Results of a study were recently released showing the deadly effect that high alcohol intake and excess body weight can have on women's chances of developing and dying from chronic liver disease.
The researchers analyzed data from over 107,000 women across the United Kingdom to find out how weight and alcohol consumption affect the liver. The findings were presented recently at the 2013 International Liver Congress in Amsterdam in The Netherlands.
The Congress is an annual event organized by the European Association for the Study of the Liver (EASL), whose Scientific Committee Member Daniele Prati says in a press statement that we have known for some time that a person's alcohol intake and their weight are major causes of chronic liver disease, but until now there has not been a large population study that compares how these two factors affect each other.
For the study, the researchers classed the participants by low or high BMI and low or high alcohol intake.

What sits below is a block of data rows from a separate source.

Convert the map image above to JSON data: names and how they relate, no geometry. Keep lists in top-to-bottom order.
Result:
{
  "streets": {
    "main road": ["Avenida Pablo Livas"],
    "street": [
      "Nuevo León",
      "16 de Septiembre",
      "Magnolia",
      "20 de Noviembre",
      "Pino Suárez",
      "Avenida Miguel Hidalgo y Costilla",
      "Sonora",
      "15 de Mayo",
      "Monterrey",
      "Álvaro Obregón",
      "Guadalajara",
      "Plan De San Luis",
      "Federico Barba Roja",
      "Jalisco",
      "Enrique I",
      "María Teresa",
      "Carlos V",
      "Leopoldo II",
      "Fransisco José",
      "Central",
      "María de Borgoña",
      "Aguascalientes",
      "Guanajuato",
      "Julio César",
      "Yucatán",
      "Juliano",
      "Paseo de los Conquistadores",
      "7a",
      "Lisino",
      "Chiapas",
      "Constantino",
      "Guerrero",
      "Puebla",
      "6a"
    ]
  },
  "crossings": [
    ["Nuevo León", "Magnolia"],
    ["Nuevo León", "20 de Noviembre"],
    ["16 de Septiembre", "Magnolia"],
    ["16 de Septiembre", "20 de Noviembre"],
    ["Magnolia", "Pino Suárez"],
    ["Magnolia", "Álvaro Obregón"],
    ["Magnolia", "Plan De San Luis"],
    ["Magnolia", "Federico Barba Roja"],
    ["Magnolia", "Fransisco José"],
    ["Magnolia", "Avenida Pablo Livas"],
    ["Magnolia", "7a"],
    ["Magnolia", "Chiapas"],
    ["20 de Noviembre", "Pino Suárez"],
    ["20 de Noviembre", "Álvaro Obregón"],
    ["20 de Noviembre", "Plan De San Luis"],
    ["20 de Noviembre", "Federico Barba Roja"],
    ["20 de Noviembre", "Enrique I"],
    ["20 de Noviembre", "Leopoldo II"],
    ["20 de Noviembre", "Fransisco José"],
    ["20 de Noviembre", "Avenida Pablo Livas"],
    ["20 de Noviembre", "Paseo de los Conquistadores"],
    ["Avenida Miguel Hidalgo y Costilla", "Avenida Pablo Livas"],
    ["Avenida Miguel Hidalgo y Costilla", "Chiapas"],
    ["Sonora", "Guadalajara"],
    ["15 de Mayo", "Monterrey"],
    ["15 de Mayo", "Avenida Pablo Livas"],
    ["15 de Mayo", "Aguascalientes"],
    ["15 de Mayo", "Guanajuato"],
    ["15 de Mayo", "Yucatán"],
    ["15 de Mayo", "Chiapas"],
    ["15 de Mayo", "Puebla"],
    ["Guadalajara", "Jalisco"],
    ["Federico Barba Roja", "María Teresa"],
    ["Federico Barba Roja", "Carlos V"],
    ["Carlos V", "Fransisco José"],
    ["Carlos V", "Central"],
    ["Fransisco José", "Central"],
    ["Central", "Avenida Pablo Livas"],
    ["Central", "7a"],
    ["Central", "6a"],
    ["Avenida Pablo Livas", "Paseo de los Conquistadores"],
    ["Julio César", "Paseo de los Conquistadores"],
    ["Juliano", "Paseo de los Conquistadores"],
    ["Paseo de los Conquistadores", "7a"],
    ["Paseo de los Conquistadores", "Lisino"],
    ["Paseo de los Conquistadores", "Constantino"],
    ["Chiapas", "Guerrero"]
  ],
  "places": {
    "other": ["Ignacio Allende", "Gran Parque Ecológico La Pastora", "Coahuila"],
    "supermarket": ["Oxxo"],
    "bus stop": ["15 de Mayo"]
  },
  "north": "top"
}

Low BMI was defined as under 25, and high as 25 and over (normally classified as overweight). Low alcohol intake was classed as 15 units a week or less, and high as over 15 units a week. A unit is about one 25ml single measure of 40 percent whisky, or a third of a pint of 6 percent beer, or half a 175ml standard glass of 12 percent red wine.
In the UK the government advises people should not regularly drink more than the daily unit guidelines of 3-4 units of alcohol for men and 2-3 units of alcohol for women, where "regularly" means drinking every day or most days of the week.
The results showed that women who had both high BMI and high alcohol intake were significantly more likely to suffer from chronic liver disease.
These findings will have a significant impact on how millions of women around the world are helped to reduce their risk for liver disease.
Committee Member Daniele Prati noted that "Based on this research we know that a person with low BMI and high alcoholic intake have a greater risk of developing chronic liver disease compared to a woman with a high BMI who doesn't drink very much," she explains, adding that: "Women are at particular risk as they are twice as sensitive as men to alcohol related liver damage and developing a more severe form of the disease at lower doses with shorter durations of alcohol consumption."
Describing the study as "a step in the right direction", she urges that research now needs to be done to establish the exact thresholds for each risk factor's effect on chronic liver disease risk, separately and together.